Analysis of a multiple-contact synapse missing a normally obligatory postsynaptic neuron: an electron microscopic study in the compound eye of Musca domestica.

In the compound eye of the adult female fly Musca domestica, photoreceptors form populations of multiple-contact output synapses, stereotypic in their architecture and in the identity of the four postsynaptic elements. Two postsynaptic elements, always originating from monopolar interneurons L1 and L2, lie side by side beneath the elongated presynaptic bar. Beneath each end of the bar, a further postsynaptic contact is located. These contacts most often are two processes either of amacrine cells or of epithelial glial cells. Monopolar cell L3 may be postsynaptic as well, with either an amacrine or a glial process completing the tetrad. To learn more about the factors determining connectivity and synaptic architecture, a three-dimensional reconstruction of serial electron microscopic sections was used to analyze a population of photoreceptor synapses at which one of the normally obligatory postsynaptic neurons, L1, was missing. In this abnormal case, the synapses make the normal four postsynaptic contacts in only 39% of the cases, otherwise making three (39%) or two (22%) contacts.

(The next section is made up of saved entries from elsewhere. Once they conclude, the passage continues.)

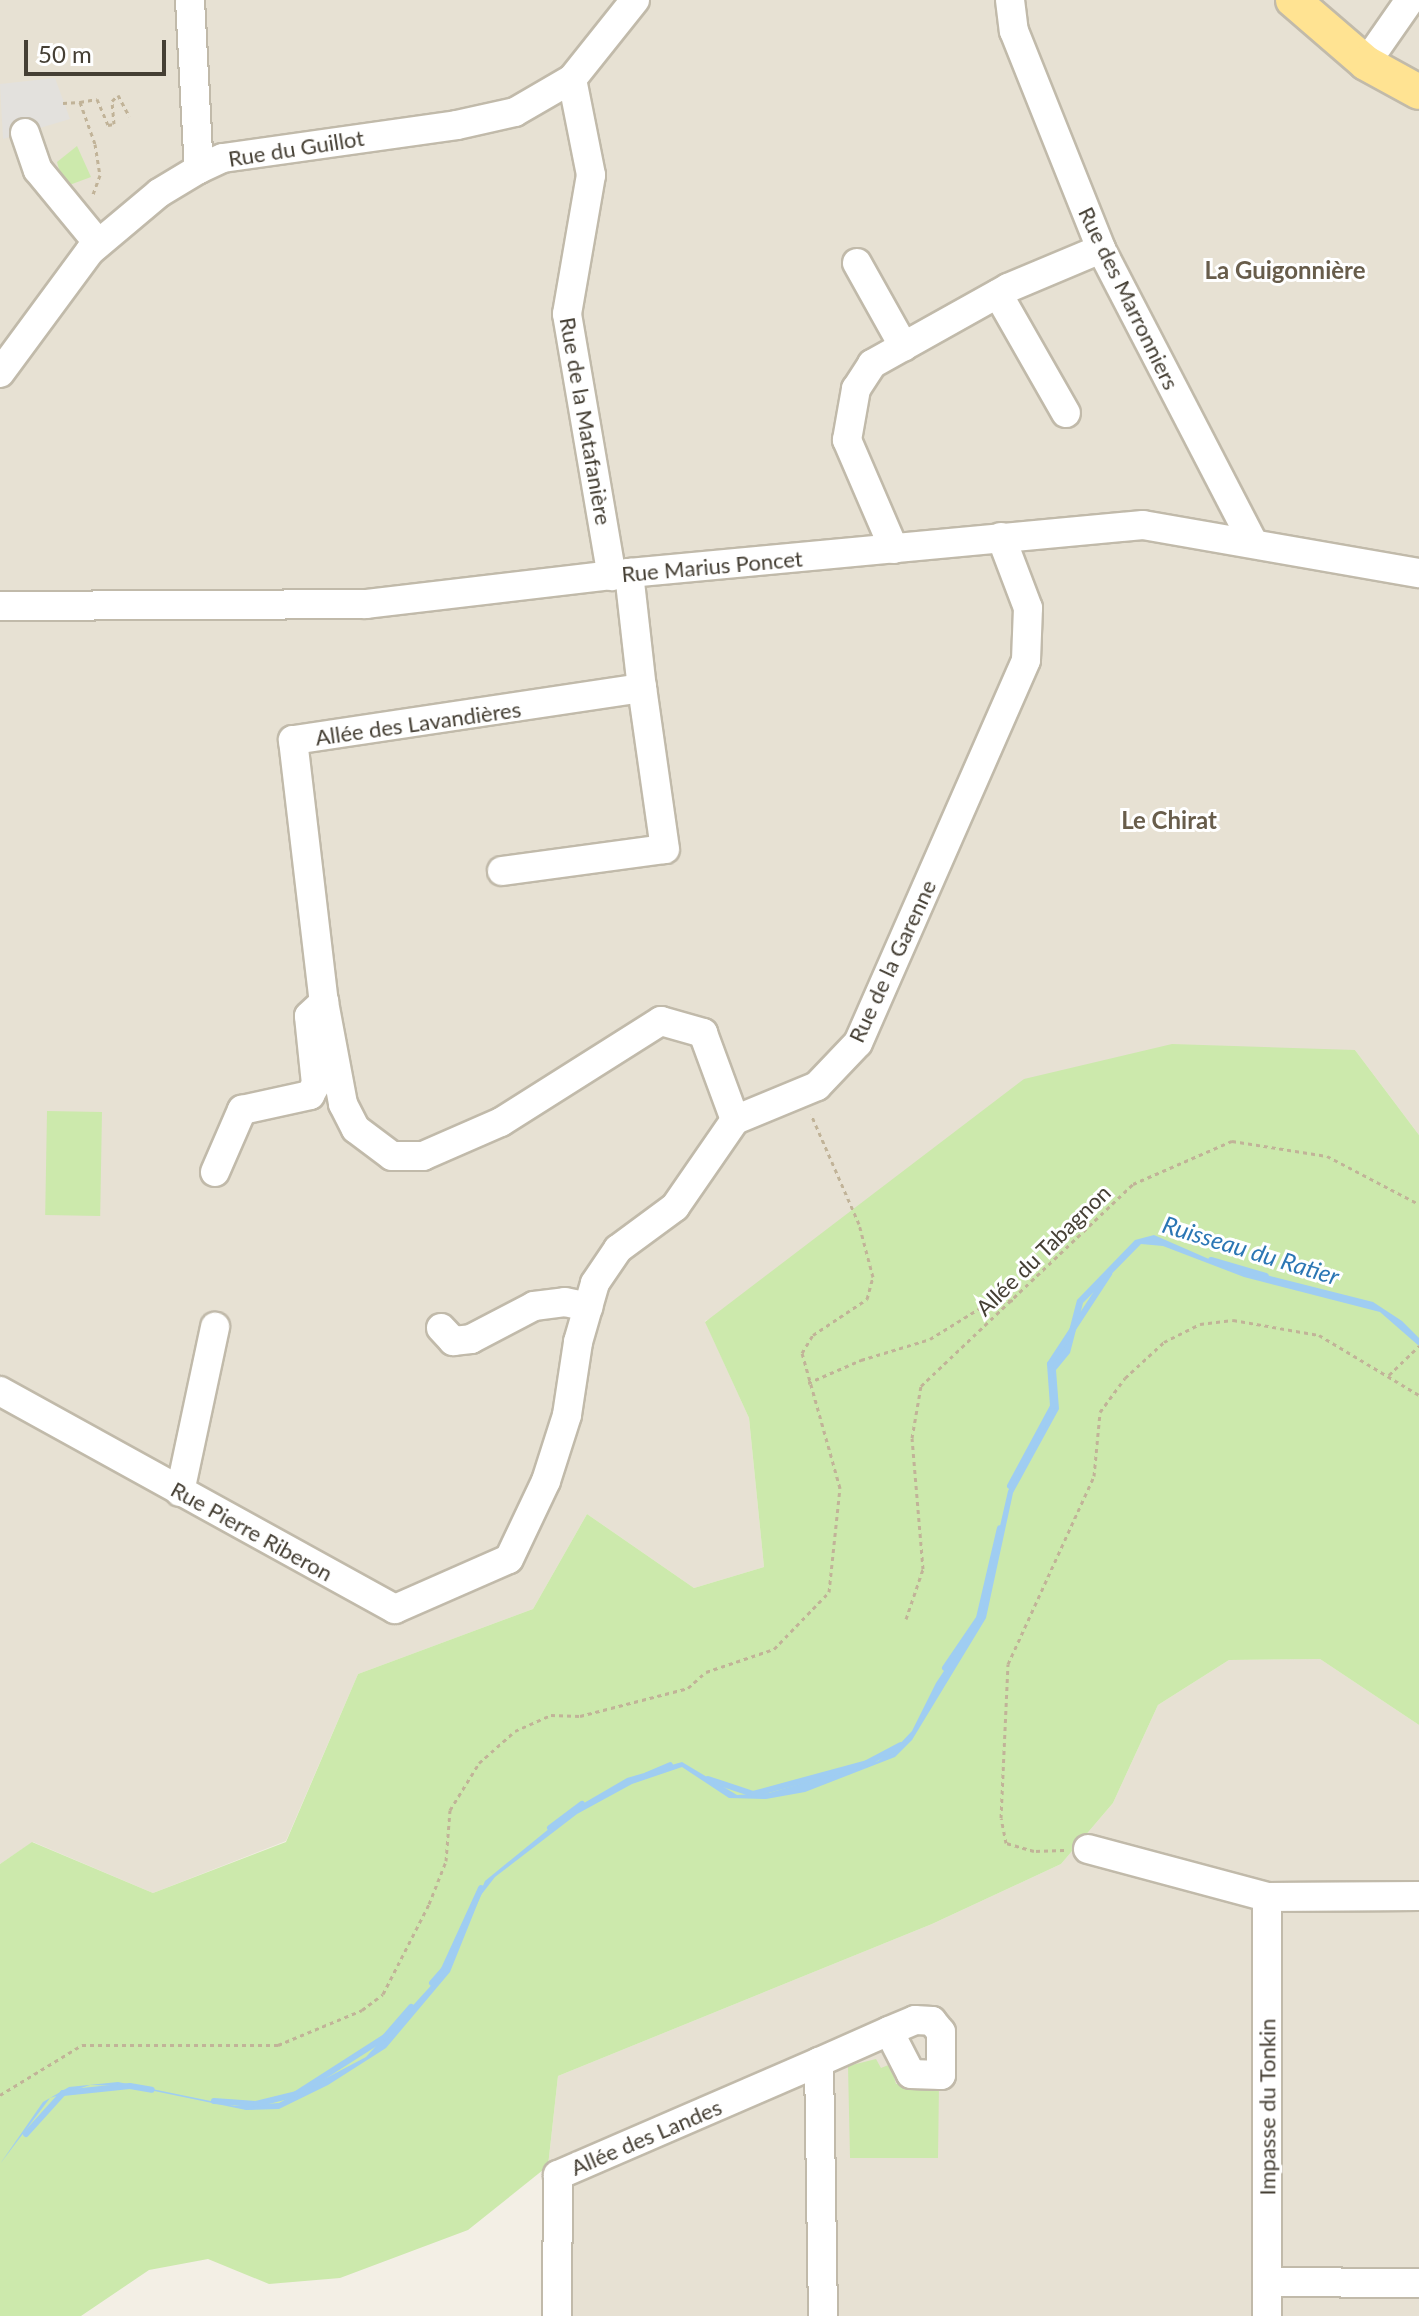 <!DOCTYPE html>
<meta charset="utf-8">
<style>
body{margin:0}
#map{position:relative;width:1419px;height:2316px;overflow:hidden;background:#f3efe5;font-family:Lato,sans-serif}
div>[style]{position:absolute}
.residential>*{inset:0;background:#e7e1d3}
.green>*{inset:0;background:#cce9ac;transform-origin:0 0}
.parking>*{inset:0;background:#e3e1dd}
.water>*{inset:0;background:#9fcdf2}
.stream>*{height:6px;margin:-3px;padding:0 3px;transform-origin:3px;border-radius:3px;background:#9fcdf2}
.path>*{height:3px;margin-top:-1.5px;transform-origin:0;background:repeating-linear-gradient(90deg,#c1b398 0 4px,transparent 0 8px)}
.roads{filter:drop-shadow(2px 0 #c1baaa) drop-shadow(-2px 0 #c1baaa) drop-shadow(0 2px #c1baaa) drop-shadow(0 -2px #c1baaa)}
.minor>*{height:28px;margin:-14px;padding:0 14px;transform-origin:14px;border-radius:14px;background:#fff}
.major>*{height:34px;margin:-17px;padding:0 17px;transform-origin:17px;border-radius:17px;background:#ffe392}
span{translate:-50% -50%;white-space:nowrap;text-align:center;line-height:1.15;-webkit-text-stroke:6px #fff;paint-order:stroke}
.street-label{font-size:22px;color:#453f34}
.neighbourhood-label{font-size:24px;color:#685d4b;font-weight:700}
.water-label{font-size:24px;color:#2b76b4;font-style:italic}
.scale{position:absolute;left:24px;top:40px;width:142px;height:36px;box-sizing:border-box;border:4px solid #453f34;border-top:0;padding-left:10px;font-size:24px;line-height:28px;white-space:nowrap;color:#453f34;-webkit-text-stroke:6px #fff;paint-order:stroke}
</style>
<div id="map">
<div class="residential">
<i style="clip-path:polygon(0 0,1419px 0,1419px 1135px,1355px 1050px,705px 1321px,749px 1418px,764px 1567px,694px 1588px,587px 1514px,533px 1609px,358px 1674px,286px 1841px,153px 1893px,33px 1842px,0 1864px)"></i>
<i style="clip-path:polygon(1320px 1659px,1419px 1725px,1419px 2316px,546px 2316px,548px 2166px,558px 2076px,932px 1924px,1061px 1864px,1113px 1803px,1158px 1705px,1229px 1660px)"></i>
</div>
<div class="green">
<i style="clip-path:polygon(77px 146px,91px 177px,64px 187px,57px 162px)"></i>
<i style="clip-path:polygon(1172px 1044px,1355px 1050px,1419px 1135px,1419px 1725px,1320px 1659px,1229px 1660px,1158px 1705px,1113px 1803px,1061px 1864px,932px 1924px,558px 2076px,548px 2166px,468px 2230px,340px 2278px,269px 2284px,208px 2259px,149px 2270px,81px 2316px,0 2316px,0 1864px,32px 1842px,153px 1893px,286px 1842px,358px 1674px,533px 1609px,587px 1514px,694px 1588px,764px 1567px,749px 1418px,705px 1322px,1024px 1079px)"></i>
<i style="left:47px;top:1111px;width:55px;height:104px;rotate:1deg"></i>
<i style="clip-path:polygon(876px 2059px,881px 2068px,891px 2064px,896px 2084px,939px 2085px,938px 2158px,850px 2158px,848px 2066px)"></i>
</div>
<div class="parking">
<i style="clip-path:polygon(55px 78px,70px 119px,3px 139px,0 84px)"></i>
</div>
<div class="water">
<i style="clip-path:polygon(1154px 1235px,1218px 1263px,1373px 1302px,1402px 1321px,1419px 1338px,1419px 1346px,1380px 1312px,1244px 1277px,1163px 1246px,1141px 1244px,1083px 1303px,1070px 1353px,1056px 1370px,1059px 1409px,1013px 1493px,986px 1618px,912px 1740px,895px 1757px,805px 1792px,766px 1799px,729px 1798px,682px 1767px,632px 1784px,577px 1814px,495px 1877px,481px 1895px,450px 1972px,386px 2048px,328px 2085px,279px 2109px,246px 2110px,130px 2086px,90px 2085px,50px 2098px,0 2164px,43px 2102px,69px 2087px,118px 2082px,235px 2106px,279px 2103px,366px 2057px,447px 1968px,485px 1881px,572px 1810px,627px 1778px,682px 1762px,737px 1795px,769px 1793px,878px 1761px,895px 1749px,912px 1731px,936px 1683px,979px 1618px,1008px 1491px,1051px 1413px,1049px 1369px,1065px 1346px,1077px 1300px,1135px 1240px)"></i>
</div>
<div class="stream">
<i style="left:1211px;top:1260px;width:57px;rotate:16.2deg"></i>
<i style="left:1010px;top:1486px;width:91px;rotate:-61.7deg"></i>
<i style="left:1053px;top:1406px;width:42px;rotate:-94.1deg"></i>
<i style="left:1050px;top:1364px;width:108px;rotate:-56.8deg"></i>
<i style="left:945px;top:1668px;width:60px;rotate:-55.8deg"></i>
<i style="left:979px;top:1618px;width:92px;rotate:-76.9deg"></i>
<i style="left:647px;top:1775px;width:25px;rotate:-23deg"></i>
<i style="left:708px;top:1779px;width:47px;rotate:18.4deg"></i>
<i style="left:753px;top:1794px;width:118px;rotate:-15.2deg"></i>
<i style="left:867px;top:1763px;width:38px;rotate:-28deg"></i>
<i style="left:550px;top:1828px;width:40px;rotate:-37deg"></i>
<i style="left:432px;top:1983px;width:18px;rotate:-49deg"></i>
<i style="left:444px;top:1969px;width:89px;rotate:-65.4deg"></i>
<i style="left:214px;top:2101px;width:42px;rotate:4.1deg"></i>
<i style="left:256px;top:2104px;width:41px;rotate:-14deg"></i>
<i style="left:296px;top:2094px;width:106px;rotate:-32.6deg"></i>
<i style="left:385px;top:2037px;width:40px;rotate:-49deg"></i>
<i style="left:26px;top:2134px;width:55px;rotate:-47.9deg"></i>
<i style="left:63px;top:2093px;width:67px;rotate:-6deg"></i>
<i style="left:130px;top:2086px;width:22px;rotate:10deg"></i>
</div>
<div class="path">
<i style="left:80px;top:102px;width:17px;rotate:-10deg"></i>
<i style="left:97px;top:99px;width:28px;rotate:67deg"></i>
<i style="left:108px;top:125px;width:6px;rotate:-9deg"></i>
<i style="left:114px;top:124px;width:23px;rotate:-95deg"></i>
<i style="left:112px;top:101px;width:8px;rotate:-45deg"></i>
<i style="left:118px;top:95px;width:24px;rotate:62deg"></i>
<i style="left:63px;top:103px;width:17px;rotate:-3deg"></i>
<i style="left:80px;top:102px;width:45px;rotate:70.3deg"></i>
<i style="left:95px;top:144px;width:31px;rotate:81deg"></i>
<i style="left:100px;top:175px;width:23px;rotate:110deg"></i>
<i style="left:1389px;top:1375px;width:42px;rotate:-44deg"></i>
<i style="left:808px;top:1383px;width:58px;rotate:-23.5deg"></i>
<i style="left:861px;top:1360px;width:72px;rotate:-16.9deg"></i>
<i style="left:930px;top:1339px;width:65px;rotate:-31.7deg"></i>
<i style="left:985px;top:1305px;width:29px;rotate:-10deg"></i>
<i style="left:906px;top:1619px;width:53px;rotate:-71.2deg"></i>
<i style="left:923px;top:1569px;width:131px;rotate:-94.8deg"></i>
<i style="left:912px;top:1438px;width:53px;rotate:-80.2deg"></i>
<i style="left:921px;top:1386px;width:293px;rotate:-43.6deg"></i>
<i style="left:1133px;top:1184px;width:108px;rotate:-23.5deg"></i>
<i style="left:1232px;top:1141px;width:96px;rotate:9deg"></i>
<i style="left:1327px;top:1156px;width:104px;rotate:27.6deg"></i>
<i style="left:1064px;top:1850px;width:30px;rotate:178deg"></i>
<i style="left:1034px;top:1851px;width:29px;rotate:-164deg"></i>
<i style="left:1006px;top:1843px;width:25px;rotate:-101deg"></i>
<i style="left:1001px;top:1818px;width:154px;rotate:-87.4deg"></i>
<i style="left:1008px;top:1664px;width:207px;rotate:-65.4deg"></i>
<i style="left:1094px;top:1476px;width:64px;rotate:-84.6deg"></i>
<i style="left:1100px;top:1412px;width:42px;rotate:-53.7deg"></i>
<i style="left:1125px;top:1378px;width:53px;rotate:-42.7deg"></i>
<i style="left:1164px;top:1342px;width:40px;rotate:-26.6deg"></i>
<i style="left:1200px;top:1324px;width:33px;rotate:-7deg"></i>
<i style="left:1233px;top:1320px;width:87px;rotate:9.9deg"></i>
<i style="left:1319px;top:1335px;width:117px;rotate:31deg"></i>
<i style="left:0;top:2095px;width:96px;rotate:-31.4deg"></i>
<i style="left:82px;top:2045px;width:196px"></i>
<i style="left:278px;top:2045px;width:91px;rotate:-22.6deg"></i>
<i style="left:362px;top:2010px;width:26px;rotate:-37deg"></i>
<i style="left:383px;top:1994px;width:101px;rotate:-62.9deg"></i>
<i style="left:429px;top:1904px;width:46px;rotate:-68.4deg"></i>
<i style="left:446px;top:1861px;width:51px;rotate:-85.5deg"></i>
<i style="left:450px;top:1810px;width:55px;rotate:-58.3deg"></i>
<i style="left:479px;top:1763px;width:48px;rotate:-41.6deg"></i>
<i style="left:515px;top:1731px;width:39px;rotate:-24deg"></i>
<i style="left:551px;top:1715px;width:29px;rotate:2deg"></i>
<i style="left:580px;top:1716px;width:112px;rotate:-14.5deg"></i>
<i style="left:688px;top:1688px;width:24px;rotate:-42deg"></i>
<i style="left:706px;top:1672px;width:72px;rotate:-18.7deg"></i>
<i style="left:774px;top:1649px;width:79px;rotate:-46deg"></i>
<i style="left:829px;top:1592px;width:105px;rotate:-84deg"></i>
<i style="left:840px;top:1488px;width:140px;rotate:-105.7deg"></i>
<i style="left:802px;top:1353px;width:21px;rotate:-59deg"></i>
<i style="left:813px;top:1335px;width:65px;rotate:-33.7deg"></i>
<i style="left:867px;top:1299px;width:23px;rotate:-75deg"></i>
<i style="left:873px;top:1277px;width:55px;rotate:-104.8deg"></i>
<i style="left:859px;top:1224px;width:120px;rotate:-113.6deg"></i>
</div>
<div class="roads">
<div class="minor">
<i style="left:190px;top:0;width:169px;rotate:87deg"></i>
<i style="left:1010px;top:0;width:31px;rotate:83deg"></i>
<i style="left:1014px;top:31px;width:235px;rotate:68.2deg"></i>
<i style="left:1101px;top:249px;width:330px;rotate:62.6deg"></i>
<i style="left:1366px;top:63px;width:77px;rotate:-55.1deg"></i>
<i style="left:572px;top:79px;width:98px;rotate:78.8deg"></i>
<i style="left:591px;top:175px;width:141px;rotate:99.8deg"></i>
<i style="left:567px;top:314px;width:266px;rotate:80.3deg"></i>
<i style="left:25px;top:133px;width:39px;rotate:71deg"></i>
<i style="left:38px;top:170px;width:94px;rotate:50.6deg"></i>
<i style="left:857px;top:263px;width:96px;rotate:60.8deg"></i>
<i style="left:998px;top:294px;width:137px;rotate:60.3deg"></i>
<i style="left:0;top:373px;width:152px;rotate:-53.6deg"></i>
<i style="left:90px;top:251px;width:90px;rotate:-40deg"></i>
<i style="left:159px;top:193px;width:47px;rotate:-31deg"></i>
<i style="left:199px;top:169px;width:26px;rotate:-25deg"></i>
<i style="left:223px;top:158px;width:236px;rotate:-8deg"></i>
<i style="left:457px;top:125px;width:59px;rotate:-12.6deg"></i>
<i style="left:515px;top:112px;width:66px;rotate:-30.1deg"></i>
<i style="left:572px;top:79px;width:101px;rotate:-51.4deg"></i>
<i style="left:894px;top:549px;width:119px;rotate:-113.3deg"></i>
<i style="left:847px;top:440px;width:52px;rotate:-80deg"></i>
<i style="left:856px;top:389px;width:30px;rotate:-57deg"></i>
<i style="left:872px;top:364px;width:156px;rotate:-29.2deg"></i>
<i style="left:1008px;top:288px;width:101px;rotate:-22.8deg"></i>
<i style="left:629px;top:573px;width:116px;rotate:83.6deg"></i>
<i style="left:642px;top:688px;width:353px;rotate:171.5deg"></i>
<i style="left:293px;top:740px;width:264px;rotate:83.3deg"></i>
<i style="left:324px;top:1002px;width:104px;rotate:79.4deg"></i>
<i style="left:343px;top:1104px;width:28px;rotate:63deg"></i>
<i style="left:356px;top:1129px;width:45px;rotate:36.9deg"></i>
<i style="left:392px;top:1156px;width:31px"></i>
<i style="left:423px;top:1156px;width:85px;rotate:-23.6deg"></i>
<i style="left:501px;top:1122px;width:189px;rotate:-32.3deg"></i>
<i style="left:661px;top:1021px;width:44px;rotate:15.9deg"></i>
<i style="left:703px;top:1033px;width:93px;rotate:69.8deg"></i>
<i style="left:0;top:606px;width:366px;rotate:-0.3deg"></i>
<i style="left:366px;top:604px;width:265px;rotate:-6.7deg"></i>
<i style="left:629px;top:573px;width:516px;rotate:-5.34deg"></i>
<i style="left:1143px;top:525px;width:280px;rotate:9.9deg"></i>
<i style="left:502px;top:871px;width:164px;rotate:-7.7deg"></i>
<i style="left:665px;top:849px;width:163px;rotate:-98.1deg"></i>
<i style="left:215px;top:1172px;width:68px;rotate:-66.5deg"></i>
<i style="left:242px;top:1110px;width:70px;rotate:-12.4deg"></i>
<i style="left:310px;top:1095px;width:13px;rotate:-61deg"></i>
<i style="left:316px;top:1084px;width:68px;rotate:-95.9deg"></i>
<i style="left:309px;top:1016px;width:21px;rotate:-43deg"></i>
<i style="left:441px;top:1328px;width:18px;rotate:47deg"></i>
<i style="left:453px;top:1341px;width:18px;rotate:-6deg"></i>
<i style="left:471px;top:1339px;width:71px;rotate:-27.6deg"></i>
<i style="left:534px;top:1306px;width:31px;rotate:-7deg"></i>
<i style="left:565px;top:1302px;width:24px;rotate:12deg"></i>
<i style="left:0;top:1391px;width:451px;rotate:28.9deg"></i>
<i style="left:395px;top:1609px;width:124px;rotate:-23.7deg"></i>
<i style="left:509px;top:1559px;width:86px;rotate:-64.6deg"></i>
<i style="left:546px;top:1481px;width:69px;rotate:-72.3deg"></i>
<i style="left:567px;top:1415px;width:74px;rotate:-81.4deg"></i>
<i style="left:578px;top:1342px;width:61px;rotate:-73.9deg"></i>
<i style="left:595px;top:1283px;width:41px;rotate:-55.9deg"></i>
<i style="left:618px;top:1249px;width:71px;rotate:-36.4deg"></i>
<i style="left:675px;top:1207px;width:106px;rotate:-55.4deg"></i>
<i style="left:735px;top:1120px;width:89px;rotate:-22.5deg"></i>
<i style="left:817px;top:1086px;width:59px;rotate:-46.4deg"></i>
<i style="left:858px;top:1043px;width:418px;rotate:-66.3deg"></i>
<i style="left:1026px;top:660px;width:52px;rotate:-87.8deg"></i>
<i style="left:1028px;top:608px;width:76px;rotate:-110.8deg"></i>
<i style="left:180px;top:1492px;width:169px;rotate:-78deg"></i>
<i style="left:1088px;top:1849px;width:185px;rotate:15deg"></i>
<i style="left:1267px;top:1897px;width:152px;rotate:-0.4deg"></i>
<i style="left:819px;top:2062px;width:254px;rotate:89.1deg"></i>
<i style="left:1268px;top:2282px;width:151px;rotate:0.4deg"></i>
<i style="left:557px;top:2316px;width:141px;rotate:-89.6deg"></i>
<i style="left:558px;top:2175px;width:284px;rotate:-23.4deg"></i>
<i style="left:819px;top:2062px;width:77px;rotate:-23.9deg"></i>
<i style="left:889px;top:2031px;width:28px;rotate:-23deg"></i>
<i style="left:915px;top:2020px;width:17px;rotate:3deg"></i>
<i style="left:932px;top:2021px;width:14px;rotate:51deg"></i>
<i style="left:941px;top:2032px;width:43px;rotate:90deg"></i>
<i style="left:941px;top:2075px;width:30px;rotate:-178deg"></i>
<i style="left:911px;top:2074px;width:48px;rotate:-117.1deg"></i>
<i style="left:1267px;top:2316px;width:419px;rotate:-90deg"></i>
</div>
<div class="major">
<i style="left:1293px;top:0;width:96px;rotate:40.8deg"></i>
<i style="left:1366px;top:63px;width:60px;rotate:28.7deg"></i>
</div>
</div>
<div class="street-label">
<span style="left:296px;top:148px;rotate:-9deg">Rue du Guillot</span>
<span style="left:1129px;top:298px;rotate:64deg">Rue des Marronniers</span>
<span style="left:586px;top:421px;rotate:80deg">Rue de la Matafanière</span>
<span style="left:712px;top:566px;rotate:-5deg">Rue Marius Poncet</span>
<span style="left:418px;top:723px;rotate:-8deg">Allée des Lavandières</span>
<span style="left:892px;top:961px;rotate:-65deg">Rue de la Garenne</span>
<span style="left:1043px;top:1250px;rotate:-44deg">Allée du Tabagnon</span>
<span style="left:252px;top:1531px;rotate:29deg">Rue Pierre Riberon</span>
<span style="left:1267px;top:2107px;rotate:-90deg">Impasse du Tonkin</span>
<span style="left:646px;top:2137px;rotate:-23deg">Allée des Landes</span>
</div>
<div class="neighbourhood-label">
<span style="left:1285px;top:270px">La Guigonnière</span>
<span style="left:1169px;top:820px">Le Chirat</span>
</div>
<div class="water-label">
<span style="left:1251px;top:1250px;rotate:17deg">Ruisseau du Ratier</span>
</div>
<div class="scale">50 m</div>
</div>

Specificity of connectivity is preserved faithfully except that beta processes of T1 cells were postsynaptic at 2% of the synapses, where they do not normally contribute. In contrast to normal synapses, where amacrine and glial cell processes are mutual exclusive, such pairings could coexist in the aberrant synapse (27% of all synapses). All postsynaptic cells contributed the normal number of processes to a synaptic site, except for three synapses each with a supernumerary amacrine cell process. The postsynaptic cells therefore may be involved in regulating the number of their contacts made to a synaptic site.